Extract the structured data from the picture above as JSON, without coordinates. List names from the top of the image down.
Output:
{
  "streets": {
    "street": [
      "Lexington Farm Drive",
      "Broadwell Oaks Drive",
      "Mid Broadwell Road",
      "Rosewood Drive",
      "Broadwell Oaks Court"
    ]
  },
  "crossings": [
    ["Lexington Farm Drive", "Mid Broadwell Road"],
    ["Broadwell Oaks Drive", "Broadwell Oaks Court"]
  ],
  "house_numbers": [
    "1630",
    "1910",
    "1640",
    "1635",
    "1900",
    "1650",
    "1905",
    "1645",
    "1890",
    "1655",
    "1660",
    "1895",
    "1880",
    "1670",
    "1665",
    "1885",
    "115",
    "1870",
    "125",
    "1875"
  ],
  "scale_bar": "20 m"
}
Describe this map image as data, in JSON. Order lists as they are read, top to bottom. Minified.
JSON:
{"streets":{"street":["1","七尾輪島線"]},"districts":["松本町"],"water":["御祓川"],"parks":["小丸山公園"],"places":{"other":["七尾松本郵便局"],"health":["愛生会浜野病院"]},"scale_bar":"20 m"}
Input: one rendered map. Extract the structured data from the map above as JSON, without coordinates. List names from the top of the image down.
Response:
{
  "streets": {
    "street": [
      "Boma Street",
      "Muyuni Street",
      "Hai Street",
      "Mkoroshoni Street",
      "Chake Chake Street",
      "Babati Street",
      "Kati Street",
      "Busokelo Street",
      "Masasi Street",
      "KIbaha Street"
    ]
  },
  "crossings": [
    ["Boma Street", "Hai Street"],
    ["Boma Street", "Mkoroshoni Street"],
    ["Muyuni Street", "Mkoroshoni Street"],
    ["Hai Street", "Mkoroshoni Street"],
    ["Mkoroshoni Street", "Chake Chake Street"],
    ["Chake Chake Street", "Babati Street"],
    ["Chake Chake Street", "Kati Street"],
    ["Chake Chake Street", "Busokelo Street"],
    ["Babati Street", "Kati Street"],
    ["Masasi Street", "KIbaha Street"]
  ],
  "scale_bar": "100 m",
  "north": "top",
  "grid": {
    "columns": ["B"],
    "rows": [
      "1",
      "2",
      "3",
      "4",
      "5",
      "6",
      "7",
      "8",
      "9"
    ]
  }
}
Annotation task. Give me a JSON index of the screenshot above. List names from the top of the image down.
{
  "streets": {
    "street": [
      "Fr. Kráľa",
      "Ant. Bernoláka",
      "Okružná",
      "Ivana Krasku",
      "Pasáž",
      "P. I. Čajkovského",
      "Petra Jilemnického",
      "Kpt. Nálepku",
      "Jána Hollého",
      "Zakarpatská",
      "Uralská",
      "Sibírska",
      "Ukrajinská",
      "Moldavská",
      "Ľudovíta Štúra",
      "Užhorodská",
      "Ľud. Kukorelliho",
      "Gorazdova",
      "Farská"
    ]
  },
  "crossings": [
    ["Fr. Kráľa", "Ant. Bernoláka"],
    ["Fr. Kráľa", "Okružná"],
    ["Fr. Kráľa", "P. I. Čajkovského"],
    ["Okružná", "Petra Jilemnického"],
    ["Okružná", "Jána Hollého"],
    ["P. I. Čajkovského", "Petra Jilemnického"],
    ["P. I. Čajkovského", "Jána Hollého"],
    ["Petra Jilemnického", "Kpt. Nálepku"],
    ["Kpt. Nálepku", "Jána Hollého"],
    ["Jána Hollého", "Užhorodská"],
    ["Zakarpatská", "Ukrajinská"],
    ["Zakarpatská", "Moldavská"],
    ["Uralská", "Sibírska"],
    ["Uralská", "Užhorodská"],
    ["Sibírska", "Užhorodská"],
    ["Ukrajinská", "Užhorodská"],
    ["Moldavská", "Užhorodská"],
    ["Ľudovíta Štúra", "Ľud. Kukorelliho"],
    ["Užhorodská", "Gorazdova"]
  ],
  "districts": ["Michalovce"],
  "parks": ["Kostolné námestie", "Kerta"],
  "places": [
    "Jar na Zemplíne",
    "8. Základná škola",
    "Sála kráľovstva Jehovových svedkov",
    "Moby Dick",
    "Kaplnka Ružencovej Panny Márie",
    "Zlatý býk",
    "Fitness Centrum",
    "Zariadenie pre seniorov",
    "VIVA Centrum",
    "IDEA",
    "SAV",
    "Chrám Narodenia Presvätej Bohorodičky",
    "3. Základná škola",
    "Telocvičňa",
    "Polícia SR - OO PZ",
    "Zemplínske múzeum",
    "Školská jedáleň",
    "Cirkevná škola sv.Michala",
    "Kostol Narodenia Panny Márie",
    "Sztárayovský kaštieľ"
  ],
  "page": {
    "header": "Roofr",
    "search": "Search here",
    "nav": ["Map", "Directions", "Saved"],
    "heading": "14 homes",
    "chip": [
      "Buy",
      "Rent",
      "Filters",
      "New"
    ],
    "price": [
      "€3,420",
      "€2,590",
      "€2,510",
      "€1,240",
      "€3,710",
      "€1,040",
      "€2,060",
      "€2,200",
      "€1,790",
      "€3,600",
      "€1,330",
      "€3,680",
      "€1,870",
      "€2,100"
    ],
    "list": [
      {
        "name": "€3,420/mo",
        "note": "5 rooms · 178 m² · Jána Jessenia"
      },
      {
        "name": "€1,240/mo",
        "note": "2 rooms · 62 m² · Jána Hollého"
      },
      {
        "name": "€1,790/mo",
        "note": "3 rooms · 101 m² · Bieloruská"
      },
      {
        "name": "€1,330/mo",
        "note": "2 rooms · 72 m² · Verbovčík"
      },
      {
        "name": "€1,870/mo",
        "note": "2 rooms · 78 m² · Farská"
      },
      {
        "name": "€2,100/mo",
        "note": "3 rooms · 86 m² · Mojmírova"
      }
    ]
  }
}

▶ [Problem to solve]: In the listing, find all lines with the string "Farm" and copy them.

▶ [Solution]:
      "Lexington Farm Drive",
    ["Lexington Farm Drive", "Mid Broadwell Road"],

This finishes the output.